En quoi, Danielle Smith est-elle conservatrice ? Que veut-elle conserver ?
Danielle Smith
La conservatrice Danielle Smith n’a aucun enfant. Cette absence de descendance avait été critiquée par d’autres conservateurs albertains qui mettaient en doute sa sincérité dans la défense des familles. Notons qu’elle et son second mari, David Moretta, qui se sont mariés en 2006, auraient eu l’intention d’avoir des enfants selon un communiqué émis par Danielle Smith. La déclaration indique que le couple a demandé l’aide d’une clinique de fertilité, mais que les traitements auraient été infructueux.
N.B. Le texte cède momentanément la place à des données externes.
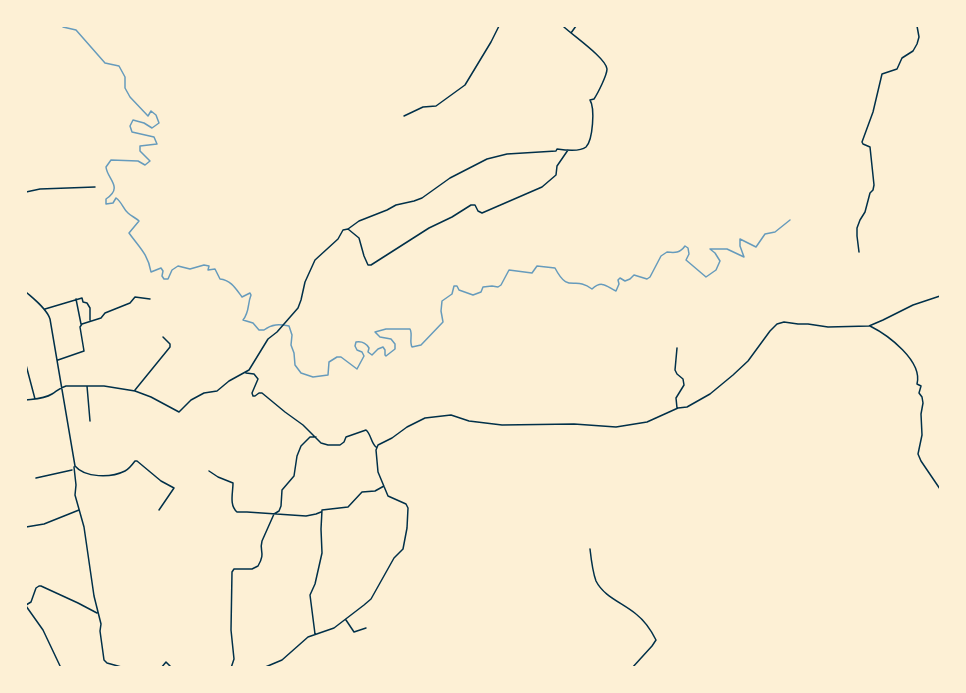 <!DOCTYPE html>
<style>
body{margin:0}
#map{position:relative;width:966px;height:693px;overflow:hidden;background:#fdf0d5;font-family:Figtree,sans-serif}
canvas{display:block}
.frame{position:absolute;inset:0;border:27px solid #fdf0d5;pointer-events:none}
</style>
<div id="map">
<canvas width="966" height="693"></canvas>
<div class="frame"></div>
</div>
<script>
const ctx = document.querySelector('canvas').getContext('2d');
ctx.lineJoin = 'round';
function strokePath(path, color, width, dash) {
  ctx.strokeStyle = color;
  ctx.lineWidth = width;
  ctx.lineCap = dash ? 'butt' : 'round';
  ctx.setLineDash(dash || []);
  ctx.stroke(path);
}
strokePath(new Path2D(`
 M 63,26 L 63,27 L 76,30 L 105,63 L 119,66 L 125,77 L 125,88 L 130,97 L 148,116 L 151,111 L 156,115 L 159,123 L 152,128 L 144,123 L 133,120 L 130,126 L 132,132 L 154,137 L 157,144 L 140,146 L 140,151 L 150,161 L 145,165 L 138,161 L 111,160 L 106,167 C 107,179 124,187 106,199 L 106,204 L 113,203 L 116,198 C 122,202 123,209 128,213 C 131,216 136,218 139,221 L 129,233 C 139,247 148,254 151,272 L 161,268 L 163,271 L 162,276 L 164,279 L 168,279 L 172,270 L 178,266 L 190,269 L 204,265 L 209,266 L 208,270 L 215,269 L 220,279 C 231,280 236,289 242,297 L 250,293 L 251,295 C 247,305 250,311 243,320 L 253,323 L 259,330 L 264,330 C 272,324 279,324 289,326 L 292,335 L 291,345 L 294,353 L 295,365 L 301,373 L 313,377 L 328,375 L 329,362 L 337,357 L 341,357 L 357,369 L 364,356 L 362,352 L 357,350 L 355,346 L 356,342 C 362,341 366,343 369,348 L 368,352 L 372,355 L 378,349 L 383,347 L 385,350 L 385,355 L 386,356 L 395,349 L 395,344 L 391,339 L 380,337 L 375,332 L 386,329 L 410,329 C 413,335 409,341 412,347 L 421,345 L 443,322 L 441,311 L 442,301 L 452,294 L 454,286 L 457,286 L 459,290 L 473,295 L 481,292 L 483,287 L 492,286 L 498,287 L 501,285 L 509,270 L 532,273 L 537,266 L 555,268 C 569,295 574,275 592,289 C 602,280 606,286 616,291 L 619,284 L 618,280 L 620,278 L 625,281 L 630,279 L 634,275 L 647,279 L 650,277 L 661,256 L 667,252 C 675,253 680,253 685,246 L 688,248 L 689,254 L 686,260 L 706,277 L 716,270 L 720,261 L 715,253 L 710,249 L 727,249 L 744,257 L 740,246 L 740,239 L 756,247 L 765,234 L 775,232 L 790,220`), '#669bbc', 1.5);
strokePath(new Path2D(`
 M 571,33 L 576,26
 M 404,116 L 423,107 L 436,106 L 465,85 L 491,42 L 499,26
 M 26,192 L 40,189 L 95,187
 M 348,229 L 359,238 L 364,256 L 368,265 L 371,265 L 429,228 L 452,217 L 471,205 L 475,205 L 478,211 L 482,213 L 542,187 L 556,175 L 557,166 L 568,150
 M 859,252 L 857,236 L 857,228 L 860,220 L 865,212 L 870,193 L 873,190 L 874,185 L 870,147 L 863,144 L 862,142 L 873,112 L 882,74 L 897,69 L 902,58 L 913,51 L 917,44 L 919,37 L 917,26
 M 26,292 C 34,299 47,309 50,319 L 75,466 C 85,478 111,478 125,471 C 129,469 132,465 135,461 L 137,461 L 161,481 L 174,488 L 159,510
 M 76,299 L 81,324
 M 45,309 L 82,298 L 83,302 L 87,303 L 90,308 L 90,320
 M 870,326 C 888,335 923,361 917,384 L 921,386 L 919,393 L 922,397 L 923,403 L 921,414 L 922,435 L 918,454 L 921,461 L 940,489
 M 677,348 L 675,370 L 677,374 L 683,379 L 684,385 L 676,398 L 677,408
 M 58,360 L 84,351 L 80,327 L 82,324 L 101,318 L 105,313 L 130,303 L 135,297 L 150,299
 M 26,365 L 35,399
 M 246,373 L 254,374 L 258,379 L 252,393 L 253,396 L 255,396 L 259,393 L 262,393 L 285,412 L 303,425 L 321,443 L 328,445 L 340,445 L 344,442 L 346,437 L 366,430 C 371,434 371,443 376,447
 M 87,386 L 90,421
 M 135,390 L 170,347 L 170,344 L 163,337
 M 26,400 C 34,399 44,399 52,394 C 57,391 59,388 66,386 L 104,386 L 135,391 L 151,397 L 179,412 L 191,400 L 204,393 L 217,391 L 229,381 L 249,370 L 268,339 L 277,332 L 298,308 L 301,300 L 305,282 L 315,260 L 338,239 L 343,230 L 348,229 L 359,221 L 387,210 L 396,205 L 414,201 L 422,198 L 450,178 L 487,159 L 507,154 L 556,151 L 557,149 C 564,150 580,152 586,147 C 593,140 595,108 590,100 L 594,99 C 598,93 607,75 607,69 C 606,58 572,35 563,26
 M 74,467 L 76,485 L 75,495 L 84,527 L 94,596 L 101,624 L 100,631 L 104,660 L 107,663 L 125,668
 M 209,471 L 218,477 L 233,483 C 233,493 229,505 237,512 L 247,512 L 306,516 L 316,514 L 321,512
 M 36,478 L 72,470
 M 26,527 L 44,524 L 79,510
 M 590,549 C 591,558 593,573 596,581 C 604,597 623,603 636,614 C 645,621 651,630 656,640 L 652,646 L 632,668
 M 26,605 L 31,602 L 36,588 L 39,586 L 41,586 L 78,603 L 97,613
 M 26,606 L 43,630 L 61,668
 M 346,620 L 354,632 L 366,628
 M 315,634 L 310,595 L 315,584 L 322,553 L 321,529 L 322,510 L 348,507 L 362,492 L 375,491 L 384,486
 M 161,668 L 166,662 L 172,668
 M 231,668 L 234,659 L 231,630 L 232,572 L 234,569 L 252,569 L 258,566 C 266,552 259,552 262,541 L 274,514 L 279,511 L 281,506 L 282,490 L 294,476 L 297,456 L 301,446 L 310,437 L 316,437
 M 263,668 L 282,660 L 308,637 L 334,628 L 364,605 L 371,599 L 394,558 L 403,549 L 407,528 L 408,508 L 406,504 L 388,496 L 378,472 L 376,450 L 378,445 L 392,438 L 407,427 L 425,418 L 451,415 L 469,421 L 502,425 L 574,424 L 616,427 L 647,422 L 678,408 L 687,407 L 710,394 L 733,375 L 748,361 L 770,331 L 777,324 L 784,322 L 798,324 L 808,324 L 828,327 L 869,326 L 883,320 L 913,305 L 940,296`), '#003049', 1.5);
</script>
Controverses sur ses affirmations relatives à son ascendance
Mme Smith a fait des déclarations sur son ascendance qui ont été démenties par des généalogistes et par les archives de l’immigration canadienne.
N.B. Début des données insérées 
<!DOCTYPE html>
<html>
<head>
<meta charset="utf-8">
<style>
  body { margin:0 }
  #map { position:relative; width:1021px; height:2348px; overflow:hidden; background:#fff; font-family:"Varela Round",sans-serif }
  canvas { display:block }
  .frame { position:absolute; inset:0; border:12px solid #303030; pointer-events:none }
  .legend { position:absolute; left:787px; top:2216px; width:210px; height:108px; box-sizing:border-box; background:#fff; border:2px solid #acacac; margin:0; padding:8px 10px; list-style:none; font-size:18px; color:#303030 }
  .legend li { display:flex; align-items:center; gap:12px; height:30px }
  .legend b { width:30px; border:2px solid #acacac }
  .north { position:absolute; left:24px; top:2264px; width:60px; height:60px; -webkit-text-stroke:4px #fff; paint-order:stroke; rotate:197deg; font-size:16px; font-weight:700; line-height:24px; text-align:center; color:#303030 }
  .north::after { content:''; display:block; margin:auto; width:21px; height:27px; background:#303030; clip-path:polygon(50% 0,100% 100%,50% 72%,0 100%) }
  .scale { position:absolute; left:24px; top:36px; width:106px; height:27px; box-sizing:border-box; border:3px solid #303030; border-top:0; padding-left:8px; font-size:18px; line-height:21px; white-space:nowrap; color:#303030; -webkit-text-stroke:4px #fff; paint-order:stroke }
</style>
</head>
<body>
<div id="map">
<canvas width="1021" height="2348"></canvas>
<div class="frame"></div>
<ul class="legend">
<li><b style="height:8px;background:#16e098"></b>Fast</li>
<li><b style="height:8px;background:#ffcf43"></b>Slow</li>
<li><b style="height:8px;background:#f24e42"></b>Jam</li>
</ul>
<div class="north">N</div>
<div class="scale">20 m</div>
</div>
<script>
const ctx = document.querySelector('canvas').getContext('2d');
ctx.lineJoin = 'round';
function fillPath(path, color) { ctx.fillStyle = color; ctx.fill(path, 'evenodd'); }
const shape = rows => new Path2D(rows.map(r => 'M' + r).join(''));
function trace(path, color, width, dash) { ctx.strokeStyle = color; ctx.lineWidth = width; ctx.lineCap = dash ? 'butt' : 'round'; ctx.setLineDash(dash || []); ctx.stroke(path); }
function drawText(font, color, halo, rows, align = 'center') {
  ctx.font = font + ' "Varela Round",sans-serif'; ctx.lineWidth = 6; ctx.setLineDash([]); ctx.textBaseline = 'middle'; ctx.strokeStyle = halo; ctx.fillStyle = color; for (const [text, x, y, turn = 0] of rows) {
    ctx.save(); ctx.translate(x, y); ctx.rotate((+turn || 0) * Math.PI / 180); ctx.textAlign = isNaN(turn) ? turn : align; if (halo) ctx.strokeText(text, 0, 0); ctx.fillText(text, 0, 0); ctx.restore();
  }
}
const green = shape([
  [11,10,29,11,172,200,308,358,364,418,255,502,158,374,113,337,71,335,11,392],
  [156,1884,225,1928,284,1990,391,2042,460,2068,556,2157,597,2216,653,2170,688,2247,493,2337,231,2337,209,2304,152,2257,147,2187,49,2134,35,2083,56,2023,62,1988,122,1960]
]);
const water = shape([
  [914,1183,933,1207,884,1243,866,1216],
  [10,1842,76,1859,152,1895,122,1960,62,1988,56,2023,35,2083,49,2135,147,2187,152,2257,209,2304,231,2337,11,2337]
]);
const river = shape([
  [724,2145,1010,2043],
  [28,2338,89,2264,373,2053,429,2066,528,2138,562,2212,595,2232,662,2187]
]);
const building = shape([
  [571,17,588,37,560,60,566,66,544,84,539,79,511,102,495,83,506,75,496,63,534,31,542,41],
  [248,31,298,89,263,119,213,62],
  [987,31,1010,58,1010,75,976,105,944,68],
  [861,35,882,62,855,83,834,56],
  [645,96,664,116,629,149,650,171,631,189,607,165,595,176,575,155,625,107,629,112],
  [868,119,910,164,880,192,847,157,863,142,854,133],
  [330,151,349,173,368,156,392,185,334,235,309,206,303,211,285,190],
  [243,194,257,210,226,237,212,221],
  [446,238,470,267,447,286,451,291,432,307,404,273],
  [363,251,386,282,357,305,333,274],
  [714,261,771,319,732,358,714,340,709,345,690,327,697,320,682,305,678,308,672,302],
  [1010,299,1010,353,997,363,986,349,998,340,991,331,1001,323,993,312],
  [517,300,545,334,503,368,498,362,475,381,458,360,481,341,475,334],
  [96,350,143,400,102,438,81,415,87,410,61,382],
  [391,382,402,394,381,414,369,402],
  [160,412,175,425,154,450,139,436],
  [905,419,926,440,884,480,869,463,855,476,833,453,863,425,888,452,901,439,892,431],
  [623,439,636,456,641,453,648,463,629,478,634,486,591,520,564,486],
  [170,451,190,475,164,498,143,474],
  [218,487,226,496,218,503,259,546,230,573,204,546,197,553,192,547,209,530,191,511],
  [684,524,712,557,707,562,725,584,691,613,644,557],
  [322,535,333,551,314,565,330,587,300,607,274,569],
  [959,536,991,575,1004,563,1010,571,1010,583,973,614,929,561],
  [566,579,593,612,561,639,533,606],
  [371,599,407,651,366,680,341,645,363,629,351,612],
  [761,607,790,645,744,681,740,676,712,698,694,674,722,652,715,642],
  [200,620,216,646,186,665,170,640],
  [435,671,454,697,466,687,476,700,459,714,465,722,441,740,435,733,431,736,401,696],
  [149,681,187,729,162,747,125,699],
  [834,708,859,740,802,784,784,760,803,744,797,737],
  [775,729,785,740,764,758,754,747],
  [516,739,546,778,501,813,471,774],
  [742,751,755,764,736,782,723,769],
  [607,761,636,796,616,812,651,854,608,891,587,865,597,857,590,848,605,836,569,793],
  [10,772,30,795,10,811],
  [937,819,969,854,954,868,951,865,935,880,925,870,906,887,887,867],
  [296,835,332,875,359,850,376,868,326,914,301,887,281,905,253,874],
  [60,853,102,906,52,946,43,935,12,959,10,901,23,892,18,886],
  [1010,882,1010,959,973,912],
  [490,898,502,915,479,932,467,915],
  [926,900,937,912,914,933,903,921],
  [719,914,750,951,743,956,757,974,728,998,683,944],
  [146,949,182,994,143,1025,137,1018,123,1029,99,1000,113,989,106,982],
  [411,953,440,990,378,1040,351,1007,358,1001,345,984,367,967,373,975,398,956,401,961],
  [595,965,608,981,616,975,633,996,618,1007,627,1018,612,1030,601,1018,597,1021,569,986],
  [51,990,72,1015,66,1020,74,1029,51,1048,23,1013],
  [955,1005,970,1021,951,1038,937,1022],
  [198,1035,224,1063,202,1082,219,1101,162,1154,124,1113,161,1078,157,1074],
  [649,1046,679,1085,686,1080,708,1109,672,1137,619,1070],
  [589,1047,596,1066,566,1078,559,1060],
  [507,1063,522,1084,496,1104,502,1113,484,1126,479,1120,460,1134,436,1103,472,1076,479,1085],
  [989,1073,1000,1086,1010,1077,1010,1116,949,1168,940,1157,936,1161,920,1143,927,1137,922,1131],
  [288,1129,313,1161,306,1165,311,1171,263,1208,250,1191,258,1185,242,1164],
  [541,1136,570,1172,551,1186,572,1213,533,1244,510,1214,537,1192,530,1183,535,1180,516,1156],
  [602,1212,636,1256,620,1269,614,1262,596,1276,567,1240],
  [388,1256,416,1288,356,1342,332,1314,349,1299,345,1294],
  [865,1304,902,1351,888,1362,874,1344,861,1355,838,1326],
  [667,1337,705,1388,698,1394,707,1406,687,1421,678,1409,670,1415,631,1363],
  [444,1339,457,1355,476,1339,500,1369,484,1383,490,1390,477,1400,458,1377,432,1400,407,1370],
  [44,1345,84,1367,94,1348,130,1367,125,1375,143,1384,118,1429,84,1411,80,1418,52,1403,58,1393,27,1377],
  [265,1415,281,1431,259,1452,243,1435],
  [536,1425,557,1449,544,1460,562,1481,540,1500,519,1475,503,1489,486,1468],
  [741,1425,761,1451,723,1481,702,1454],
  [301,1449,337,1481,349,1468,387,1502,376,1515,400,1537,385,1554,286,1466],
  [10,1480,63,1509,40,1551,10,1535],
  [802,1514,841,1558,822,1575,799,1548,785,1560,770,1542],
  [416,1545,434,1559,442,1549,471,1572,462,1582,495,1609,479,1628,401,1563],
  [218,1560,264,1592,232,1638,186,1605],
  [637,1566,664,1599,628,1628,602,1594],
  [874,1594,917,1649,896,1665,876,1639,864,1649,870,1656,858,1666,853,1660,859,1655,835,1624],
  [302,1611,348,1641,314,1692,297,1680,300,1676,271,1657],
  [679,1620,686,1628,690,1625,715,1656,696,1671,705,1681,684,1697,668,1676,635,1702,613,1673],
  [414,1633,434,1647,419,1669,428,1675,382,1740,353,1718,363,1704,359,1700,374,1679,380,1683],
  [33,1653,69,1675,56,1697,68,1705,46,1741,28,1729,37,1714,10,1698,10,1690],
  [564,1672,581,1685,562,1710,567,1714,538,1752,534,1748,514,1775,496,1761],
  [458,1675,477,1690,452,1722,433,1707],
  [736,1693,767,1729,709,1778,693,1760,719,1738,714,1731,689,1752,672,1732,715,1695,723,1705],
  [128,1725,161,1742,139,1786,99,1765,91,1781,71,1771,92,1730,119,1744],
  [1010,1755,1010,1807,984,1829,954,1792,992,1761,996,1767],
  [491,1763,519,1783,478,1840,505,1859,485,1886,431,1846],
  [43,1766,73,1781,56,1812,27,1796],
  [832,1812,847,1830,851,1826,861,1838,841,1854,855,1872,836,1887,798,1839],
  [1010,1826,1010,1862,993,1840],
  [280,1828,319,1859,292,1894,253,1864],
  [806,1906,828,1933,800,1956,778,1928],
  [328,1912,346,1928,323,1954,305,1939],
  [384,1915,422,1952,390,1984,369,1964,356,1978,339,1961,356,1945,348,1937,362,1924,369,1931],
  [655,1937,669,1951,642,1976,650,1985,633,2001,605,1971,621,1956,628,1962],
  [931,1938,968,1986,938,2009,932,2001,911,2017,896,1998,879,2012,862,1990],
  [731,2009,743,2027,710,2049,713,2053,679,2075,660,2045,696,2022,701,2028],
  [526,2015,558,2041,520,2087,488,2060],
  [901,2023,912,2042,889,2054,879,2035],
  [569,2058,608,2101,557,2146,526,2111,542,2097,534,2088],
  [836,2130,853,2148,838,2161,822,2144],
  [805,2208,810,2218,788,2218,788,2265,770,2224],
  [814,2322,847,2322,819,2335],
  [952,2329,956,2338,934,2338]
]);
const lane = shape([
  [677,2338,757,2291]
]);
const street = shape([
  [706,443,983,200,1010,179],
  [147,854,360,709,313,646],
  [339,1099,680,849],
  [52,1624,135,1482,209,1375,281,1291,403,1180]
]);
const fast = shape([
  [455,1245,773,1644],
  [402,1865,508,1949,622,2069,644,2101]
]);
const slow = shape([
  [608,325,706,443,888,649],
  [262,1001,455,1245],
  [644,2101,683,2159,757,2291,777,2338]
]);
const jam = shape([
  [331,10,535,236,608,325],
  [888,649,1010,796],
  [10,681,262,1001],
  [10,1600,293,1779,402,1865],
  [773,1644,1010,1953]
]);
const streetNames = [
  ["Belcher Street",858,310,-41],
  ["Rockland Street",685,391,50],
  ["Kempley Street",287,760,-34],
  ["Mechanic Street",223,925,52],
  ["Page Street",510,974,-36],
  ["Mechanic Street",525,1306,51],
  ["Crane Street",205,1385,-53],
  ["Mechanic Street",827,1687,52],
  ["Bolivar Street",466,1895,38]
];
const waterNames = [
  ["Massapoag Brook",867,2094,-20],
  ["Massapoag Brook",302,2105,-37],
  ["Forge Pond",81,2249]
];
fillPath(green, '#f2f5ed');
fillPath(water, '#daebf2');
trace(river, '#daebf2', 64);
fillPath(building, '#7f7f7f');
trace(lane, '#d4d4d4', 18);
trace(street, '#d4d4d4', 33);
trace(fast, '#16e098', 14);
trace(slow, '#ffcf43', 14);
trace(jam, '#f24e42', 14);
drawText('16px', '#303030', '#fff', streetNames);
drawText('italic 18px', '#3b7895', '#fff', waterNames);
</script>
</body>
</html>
Son arrière-grand-père paternel était Philipus Kolodnicki, dont le nom a été anglicisé en « Philip Smith » à son arrivée au Canada.
En octobre 2022, elle a affirmé que M. Kolodnicki avait quitté l’Ukraine après la Première Guerre mondiale, qui s’est achevée en 1918, pour échapper au communisme. Elle a déclaré que ses convictions politiques étaient « en grande partie nées d’une méfiance totale à l’égard du socialisme que mon arrière-grand-père a fui ». Dans un profil publié en 2012 dans le Globe and Mail, Mme Smith a affirmé que Kolodnicki était un immigrant ukrainien arrivé au Canada en 1915.
Les dossiers d’immigration examinés par le Toronto Star montrent que Kolodnicki est arrivé au Canada en 1913, avant la Première Guerre mondiale ou la Révolution d’octobre 1917. Kolodnicki a également indiqué que sa nation d’origine était l’Autriche et que sa race était la Ruthénie, un terme qui, à l’époque, désignait les ancêtres des Ukrainiens, des Biélorusses et des Rusyns modernes.
À partir de 2012, Mme Smith a affirmé publiquement qu’elle avait des racines cherokees grâce à son arrière-arrière-grand-mère, Mary Frances Crowe. Mme Smith a également affirmé que Mme Crowe avait été victime de la Piste des larmes et déplacée de force au Kansas dans les années 1830. Une enquête d’APTN National News a examiné les registres de recensement américains et a découvert que Mme Crowe était née en 1870 en Géorgie, environ 20 ans après que le gouvernement américain a forcé les Cherokees à quitter leur terre natale.
Kathy Griffin, généalogiste cherokee du Texas qui a travaillé avec APTN, n’a pas trouvé de preuve que les ancêtres de Smith étaient membres des tribus historiques cherokee, notamment la Bande orientale des Indiens cherokee, la Bande unie Keetoowah des Indiens cherokee de l’Oklahoma ou la Nation cherokee. Les ancêtres de Smith ne figuraient pas non plus sur le Dawes Roll, un registre américain répertoriant les membres des tribus Cherokee, Creek, Choctaw, Chickasaw et Seminole.
À la suite du reportage d’APTN, l’attaché de presse de Mme Smith a déclaré que cette dernière n’avait pas fait de « recherches approfondies sur ses ancêtres » et qu’elle avait « entendu parler de son héritage par ses proches ».